Stored records
<<<<
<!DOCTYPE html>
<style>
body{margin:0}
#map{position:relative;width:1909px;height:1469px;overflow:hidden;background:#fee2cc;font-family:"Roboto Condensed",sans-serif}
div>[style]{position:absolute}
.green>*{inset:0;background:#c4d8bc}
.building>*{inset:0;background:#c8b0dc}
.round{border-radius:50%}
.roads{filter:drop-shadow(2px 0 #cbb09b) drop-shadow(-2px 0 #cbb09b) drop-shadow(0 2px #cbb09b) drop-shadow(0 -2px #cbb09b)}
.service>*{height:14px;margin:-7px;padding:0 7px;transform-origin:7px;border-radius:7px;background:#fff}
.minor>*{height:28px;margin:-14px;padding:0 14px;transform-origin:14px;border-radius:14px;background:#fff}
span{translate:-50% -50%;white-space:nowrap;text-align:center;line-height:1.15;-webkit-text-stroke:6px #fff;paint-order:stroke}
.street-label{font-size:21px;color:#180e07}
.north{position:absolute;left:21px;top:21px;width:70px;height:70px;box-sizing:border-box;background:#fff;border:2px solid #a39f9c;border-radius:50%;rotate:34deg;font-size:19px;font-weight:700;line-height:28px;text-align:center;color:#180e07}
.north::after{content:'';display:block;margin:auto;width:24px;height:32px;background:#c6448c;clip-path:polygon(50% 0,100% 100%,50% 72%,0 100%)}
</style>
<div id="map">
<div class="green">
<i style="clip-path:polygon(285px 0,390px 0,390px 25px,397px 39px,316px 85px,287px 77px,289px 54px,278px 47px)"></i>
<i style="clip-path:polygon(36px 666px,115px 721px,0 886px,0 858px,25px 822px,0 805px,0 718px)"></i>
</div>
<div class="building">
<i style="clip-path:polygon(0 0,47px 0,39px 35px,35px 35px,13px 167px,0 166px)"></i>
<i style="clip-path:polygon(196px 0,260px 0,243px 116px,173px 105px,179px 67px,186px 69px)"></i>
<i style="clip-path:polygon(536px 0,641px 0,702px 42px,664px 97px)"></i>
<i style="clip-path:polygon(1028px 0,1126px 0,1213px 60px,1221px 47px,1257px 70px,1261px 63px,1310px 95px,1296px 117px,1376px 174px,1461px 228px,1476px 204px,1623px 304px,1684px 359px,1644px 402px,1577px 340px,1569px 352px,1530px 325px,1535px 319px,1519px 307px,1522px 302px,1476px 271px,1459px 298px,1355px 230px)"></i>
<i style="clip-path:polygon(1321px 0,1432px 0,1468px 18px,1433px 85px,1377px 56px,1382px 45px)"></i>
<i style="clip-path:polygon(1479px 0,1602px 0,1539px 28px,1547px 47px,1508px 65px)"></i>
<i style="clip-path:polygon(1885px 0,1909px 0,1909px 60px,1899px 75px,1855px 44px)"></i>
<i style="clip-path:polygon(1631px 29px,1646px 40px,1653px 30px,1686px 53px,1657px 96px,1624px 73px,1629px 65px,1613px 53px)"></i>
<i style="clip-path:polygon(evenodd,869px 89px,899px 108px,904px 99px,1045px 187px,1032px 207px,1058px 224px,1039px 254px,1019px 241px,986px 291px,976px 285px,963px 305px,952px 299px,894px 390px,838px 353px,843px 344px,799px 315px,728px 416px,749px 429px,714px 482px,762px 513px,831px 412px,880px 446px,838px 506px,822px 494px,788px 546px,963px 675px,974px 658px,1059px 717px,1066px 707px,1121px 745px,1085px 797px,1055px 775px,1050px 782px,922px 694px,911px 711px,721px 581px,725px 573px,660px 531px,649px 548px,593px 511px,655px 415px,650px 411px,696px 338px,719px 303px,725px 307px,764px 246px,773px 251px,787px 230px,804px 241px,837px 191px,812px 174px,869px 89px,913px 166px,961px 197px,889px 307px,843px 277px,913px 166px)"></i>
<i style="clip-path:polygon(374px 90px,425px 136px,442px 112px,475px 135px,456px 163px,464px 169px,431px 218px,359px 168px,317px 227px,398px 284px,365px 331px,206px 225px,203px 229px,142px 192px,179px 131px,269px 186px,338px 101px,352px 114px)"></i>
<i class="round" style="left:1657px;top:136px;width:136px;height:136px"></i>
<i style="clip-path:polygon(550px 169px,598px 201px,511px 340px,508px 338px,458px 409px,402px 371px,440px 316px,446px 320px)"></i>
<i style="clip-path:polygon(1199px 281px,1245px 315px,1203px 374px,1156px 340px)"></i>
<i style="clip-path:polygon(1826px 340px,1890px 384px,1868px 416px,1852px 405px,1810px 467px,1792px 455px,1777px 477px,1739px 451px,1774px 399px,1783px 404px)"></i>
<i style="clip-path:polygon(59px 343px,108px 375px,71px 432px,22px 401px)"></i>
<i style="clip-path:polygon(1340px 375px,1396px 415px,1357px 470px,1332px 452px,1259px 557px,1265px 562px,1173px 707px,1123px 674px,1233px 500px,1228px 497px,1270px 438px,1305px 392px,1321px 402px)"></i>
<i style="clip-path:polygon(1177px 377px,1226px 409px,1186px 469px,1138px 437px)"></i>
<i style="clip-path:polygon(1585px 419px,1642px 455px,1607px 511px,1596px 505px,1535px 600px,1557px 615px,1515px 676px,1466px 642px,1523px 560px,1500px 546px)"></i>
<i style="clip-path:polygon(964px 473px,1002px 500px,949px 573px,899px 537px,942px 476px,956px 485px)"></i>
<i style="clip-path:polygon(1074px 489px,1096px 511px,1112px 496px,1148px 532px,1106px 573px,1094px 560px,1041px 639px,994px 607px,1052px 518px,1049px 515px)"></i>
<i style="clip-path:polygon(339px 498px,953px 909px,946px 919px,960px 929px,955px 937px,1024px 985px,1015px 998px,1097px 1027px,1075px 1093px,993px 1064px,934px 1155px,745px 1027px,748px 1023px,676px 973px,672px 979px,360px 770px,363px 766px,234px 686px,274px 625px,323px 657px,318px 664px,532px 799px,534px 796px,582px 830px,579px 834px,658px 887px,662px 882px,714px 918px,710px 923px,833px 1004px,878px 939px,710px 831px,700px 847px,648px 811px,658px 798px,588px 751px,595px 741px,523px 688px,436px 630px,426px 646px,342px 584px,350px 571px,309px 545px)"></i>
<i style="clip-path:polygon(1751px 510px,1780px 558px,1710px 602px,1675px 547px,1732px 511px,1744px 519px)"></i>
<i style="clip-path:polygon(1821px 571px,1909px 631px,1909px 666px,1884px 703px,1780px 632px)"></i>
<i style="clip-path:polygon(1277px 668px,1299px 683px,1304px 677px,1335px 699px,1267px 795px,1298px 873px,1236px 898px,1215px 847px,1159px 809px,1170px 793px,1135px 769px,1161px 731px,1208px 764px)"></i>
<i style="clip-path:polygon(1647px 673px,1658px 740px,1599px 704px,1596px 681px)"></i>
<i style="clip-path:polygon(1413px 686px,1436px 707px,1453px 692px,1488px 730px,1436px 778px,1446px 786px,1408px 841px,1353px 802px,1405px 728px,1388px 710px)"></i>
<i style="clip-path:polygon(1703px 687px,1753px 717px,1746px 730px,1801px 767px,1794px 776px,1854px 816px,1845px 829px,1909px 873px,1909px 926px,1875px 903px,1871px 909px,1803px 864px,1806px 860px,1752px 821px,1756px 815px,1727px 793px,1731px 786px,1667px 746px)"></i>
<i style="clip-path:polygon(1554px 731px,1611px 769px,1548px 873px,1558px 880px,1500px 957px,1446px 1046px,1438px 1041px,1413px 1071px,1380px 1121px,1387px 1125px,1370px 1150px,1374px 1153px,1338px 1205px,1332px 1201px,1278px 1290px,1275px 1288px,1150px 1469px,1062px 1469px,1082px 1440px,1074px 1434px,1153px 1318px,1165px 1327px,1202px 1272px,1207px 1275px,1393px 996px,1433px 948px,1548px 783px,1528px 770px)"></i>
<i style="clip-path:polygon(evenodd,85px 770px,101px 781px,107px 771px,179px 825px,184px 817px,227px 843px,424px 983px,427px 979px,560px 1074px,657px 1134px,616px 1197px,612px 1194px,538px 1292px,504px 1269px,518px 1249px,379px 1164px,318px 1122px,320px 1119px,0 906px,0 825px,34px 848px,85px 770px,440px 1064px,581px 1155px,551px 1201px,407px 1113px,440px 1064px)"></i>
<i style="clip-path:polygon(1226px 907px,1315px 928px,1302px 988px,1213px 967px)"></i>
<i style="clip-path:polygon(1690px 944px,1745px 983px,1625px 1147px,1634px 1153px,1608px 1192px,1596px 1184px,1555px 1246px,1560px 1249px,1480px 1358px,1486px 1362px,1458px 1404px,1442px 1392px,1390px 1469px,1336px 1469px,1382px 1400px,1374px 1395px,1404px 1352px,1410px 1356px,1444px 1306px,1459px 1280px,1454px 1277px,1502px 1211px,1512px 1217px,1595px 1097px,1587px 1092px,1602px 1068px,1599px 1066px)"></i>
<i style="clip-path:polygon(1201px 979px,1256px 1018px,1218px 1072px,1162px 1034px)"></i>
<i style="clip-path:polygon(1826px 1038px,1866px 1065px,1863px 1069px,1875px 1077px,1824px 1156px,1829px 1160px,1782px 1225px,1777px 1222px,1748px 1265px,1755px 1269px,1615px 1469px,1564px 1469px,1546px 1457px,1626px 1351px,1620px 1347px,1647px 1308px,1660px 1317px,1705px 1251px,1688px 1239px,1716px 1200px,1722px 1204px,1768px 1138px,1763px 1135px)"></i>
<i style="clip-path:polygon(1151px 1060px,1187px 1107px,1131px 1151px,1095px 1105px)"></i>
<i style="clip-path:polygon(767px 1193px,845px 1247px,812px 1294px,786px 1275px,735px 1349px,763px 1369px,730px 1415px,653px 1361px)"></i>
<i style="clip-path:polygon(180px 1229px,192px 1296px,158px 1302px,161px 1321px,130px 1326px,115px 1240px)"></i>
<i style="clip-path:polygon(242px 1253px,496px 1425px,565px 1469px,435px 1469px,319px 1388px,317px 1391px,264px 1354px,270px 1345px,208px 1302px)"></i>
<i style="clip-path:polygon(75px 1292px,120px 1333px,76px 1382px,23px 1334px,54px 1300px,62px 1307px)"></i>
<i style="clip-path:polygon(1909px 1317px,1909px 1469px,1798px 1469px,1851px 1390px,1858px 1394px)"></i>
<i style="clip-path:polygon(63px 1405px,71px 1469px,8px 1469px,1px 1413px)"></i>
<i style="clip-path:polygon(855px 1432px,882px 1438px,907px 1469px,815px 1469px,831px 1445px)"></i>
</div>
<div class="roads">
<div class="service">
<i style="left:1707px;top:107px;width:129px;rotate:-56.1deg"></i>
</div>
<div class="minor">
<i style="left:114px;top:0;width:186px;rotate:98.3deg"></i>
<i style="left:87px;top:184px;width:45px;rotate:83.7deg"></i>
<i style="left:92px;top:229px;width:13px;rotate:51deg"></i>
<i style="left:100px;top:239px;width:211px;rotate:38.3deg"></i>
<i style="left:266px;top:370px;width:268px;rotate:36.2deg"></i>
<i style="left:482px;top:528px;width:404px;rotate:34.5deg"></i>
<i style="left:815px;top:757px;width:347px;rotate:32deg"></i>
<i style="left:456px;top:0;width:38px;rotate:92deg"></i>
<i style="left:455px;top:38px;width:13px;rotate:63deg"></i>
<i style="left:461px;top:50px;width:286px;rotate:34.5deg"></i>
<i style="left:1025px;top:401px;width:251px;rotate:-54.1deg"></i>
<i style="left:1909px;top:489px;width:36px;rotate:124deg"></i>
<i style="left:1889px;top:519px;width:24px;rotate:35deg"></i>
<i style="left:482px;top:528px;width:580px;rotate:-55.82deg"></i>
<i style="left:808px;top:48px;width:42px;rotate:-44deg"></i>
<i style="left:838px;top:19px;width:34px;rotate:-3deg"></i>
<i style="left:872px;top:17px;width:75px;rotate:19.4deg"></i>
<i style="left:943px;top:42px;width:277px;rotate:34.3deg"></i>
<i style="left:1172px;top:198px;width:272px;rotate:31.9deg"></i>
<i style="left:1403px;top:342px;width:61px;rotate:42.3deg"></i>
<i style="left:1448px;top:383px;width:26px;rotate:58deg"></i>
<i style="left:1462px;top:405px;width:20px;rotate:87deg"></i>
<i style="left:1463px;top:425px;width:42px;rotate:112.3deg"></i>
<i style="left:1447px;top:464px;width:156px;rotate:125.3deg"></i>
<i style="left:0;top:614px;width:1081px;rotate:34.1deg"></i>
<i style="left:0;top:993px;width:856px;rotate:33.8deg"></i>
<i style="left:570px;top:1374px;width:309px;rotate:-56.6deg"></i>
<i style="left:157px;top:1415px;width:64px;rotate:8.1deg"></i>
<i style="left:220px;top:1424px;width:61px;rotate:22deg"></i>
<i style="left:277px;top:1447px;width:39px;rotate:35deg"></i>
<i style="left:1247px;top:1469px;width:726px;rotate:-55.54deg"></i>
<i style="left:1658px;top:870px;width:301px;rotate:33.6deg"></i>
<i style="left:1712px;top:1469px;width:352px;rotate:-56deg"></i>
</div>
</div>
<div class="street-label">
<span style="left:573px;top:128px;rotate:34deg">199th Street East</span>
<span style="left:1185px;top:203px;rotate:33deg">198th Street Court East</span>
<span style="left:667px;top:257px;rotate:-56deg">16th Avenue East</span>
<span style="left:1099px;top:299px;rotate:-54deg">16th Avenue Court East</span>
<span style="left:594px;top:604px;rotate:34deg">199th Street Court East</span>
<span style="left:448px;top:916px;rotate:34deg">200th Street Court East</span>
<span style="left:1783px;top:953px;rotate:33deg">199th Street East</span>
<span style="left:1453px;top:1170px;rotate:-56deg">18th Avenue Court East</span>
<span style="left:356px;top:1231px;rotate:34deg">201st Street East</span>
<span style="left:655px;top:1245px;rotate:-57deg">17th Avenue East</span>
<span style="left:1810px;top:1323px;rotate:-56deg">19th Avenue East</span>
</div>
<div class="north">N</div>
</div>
>>>>
<<<<
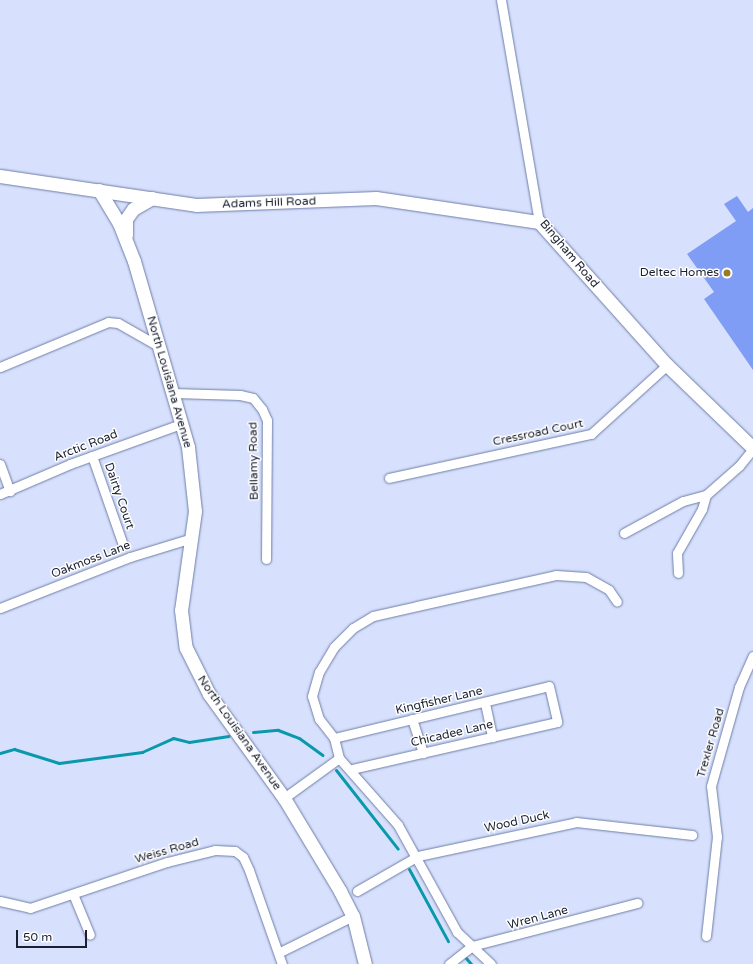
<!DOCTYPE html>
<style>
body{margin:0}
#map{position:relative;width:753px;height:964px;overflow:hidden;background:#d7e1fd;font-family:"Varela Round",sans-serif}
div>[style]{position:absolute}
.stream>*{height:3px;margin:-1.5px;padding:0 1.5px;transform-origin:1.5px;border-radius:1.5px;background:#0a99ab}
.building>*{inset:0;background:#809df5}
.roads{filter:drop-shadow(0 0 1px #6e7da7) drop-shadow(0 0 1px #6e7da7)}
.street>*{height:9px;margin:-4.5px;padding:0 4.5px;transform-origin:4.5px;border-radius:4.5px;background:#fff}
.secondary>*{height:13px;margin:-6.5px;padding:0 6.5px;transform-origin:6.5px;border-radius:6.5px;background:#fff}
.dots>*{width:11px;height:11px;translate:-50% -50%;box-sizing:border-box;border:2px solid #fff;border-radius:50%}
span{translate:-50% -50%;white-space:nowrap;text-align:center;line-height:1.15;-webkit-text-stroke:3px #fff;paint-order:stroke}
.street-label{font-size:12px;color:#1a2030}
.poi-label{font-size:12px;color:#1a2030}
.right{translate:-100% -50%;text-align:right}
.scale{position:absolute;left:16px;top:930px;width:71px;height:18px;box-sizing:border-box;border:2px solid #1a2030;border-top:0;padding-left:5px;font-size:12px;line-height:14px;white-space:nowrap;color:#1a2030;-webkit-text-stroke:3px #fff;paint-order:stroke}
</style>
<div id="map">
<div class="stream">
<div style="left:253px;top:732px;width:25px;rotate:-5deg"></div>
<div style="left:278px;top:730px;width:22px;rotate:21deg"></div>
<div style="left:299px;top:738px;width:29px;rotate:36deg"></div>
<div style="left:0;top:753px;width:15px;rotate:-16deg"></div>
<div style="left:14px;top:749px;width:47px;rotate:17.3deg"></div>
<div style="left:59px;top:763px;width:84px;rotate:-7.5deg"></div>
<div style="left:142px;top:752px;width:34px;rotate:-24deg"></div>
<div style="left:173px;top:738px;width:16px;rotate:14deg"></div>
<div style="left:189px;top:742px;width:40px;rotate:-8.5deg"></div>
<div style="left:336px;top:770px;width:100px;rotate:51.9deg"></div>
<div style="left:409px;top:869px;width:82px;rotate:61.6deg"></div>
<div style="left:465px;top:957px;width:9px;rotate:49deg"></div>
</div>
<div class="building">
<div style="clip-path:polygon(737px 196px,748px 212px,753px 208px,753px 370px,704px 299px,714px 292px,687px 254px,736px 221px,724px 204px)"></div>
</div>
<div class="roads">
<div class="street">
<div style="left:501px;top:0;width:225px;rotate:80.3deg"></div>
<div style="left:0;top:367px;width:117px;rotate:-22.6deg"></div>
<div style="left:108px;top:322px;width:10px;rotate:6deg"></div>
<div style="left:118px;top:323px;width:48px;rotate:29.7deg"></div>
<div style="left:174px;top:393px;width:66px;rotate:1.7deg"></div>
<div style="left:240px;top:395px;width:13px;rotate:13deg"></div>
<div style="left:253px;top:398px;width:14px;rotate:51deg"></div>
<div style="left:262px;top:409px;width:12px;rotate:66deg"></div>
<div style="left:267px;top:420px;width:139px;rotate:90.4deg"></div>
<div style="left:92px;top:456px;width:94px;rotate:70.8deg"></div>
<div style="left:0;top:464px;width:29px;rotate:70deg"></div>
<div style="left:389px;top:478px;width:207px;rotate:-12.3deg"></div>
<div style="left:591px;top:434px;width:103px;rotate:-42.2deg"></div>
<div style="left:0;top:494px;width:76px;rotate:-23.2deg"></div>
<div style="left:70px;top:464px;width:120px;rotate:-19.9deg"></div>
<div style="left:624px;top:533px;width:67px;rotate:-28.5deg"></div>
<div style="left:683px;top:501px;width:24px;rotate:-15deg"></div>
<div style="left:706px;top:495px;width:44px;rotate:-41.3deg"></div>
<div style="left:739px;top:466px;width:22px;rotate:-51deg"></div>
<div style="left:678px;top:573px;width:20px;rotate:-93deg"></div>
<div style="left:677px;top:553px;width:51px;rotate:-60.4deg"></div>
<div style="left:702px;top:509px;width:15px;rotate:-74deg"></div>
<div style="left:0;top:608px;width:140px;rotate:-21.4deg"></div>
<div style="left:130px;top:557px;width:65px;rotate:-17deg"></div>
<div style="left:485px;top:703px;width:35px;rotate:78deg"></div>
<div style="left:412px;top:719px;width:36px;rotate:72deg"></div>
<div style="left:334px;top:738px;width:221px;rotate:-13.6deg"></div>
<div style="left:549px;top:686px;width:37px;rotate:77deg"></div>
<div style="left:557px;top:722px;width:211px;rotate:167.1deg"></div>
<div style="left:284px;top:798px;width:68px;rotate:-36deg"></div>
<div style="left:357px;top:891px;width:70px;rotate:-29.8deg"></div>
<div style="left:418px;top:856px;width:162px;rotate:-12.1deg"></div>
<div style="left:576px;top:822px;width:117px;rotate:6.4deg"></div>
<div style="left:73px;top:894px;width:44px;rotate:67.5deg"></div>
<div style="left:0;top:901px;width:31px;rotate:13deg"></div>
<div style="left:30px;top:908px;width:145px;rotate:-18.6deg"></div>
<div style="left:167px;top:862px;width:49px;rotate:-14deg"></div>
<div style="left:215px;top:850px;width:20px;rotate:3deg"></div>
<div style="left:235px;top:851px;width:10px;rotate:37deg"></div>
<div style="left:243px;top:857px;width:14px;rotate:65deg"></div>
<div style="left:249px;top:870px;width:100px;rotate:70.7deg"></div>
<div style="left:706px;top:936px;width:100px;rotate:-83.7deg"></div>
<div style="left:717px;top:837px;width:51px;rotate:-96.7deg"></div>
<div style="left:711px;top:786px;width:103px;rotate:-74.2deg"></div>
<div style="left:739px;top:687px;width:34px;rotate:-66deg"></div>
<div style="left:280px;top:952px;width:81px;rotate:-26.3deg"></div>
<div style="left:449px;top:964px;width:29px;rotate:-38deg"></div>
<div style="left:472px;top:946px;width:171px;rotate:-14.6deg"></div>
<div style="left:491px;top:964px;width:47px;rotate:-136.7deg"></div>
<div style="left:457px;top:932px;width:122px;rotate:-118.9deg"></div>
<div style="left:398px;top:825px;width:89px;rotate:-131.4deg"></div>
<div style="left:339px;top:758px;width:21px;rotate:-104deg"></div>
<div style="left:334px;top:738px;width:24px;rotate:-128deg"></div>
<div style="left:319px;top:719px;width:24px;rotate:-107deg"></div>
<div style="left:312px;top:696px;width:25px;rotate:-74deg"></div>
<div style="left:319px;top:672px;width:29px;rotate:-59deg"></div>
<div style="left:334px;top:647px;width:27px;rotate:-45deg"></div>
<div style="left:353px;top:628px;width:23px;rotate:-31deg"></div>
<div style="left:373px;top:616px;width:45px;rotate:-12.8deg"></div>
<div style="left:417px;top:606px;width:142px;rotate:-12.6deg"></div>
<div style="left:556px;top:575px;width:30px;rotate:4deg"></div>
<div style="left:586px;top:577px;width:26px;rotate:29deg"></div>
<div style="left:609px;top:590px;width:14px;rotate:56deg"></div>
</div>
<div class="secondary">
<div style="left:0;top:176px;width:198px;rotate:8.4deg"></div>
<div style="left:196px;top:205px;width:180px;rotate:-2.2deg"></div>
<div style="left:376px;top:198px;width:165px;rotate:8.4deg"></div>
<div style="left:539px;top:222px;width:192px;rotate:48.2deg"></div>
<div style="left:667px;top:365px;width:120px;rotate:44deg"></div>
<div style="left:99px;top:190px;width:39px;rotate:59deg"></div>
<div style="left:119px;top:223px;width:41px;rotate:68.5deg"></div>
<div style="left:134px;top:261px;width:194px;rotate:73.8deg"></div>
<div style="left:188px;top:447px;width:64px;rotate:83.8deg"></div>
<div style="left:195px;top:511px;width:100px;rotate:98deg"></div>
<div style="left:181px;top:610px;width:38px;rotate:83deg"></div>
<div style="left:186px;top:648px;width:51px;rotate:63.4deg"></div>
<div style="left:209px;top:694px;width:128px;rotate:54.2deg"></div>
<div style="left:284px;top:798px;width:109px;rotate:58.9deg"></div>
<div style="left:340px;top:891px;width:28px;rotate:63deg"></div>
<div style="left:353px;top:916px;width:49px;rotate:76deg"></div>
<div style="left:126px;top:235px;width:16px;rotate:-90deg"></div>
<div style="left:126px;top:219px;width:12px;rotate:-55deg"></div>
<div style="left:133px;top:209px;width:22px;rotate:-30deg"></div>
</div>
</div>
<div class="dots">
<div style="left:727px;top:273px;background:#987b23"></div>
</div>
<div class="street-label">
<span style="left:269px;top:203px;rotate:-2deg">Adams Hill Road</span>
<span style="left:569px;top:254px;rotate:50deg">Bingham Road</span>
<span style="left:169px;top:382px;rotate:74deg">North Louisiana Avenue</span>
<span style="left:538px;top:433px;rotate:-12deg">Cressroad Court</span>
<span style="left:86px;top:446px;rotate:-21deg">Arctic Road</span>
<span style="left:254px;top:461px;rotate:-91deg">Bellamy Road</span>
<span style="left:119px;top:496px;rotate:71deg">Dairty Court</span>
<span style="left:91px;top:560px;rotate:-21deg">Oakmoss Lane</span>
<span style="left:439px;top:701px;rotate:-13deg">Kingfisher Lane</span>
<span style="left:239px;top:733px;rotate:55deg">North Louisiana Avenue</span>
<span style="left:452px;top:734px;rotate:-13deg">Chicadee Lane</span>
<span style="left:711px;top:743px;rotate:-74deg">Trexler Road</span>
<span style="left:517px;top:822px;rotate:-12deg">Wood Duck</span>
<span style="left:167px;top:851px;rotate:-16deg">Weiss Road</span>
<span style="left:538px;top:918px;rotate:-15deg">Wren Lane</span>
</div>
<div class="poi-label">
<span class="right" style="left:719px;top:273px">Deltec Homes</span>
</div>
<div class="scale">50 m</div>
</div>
>>>>
How to complete this task: Collect each line above holding the string "sans".

Response box:
#map{position:relative;width:1909px;height:1469px;overflow:hidden;background:#fee2cc;font-family:"Roboto Condensed",sans-serif}
#map{position:relative;width:753px;height:964px;overflow:hidden;background:#d7e1fd;font-family:"Varela Round",sans-serif}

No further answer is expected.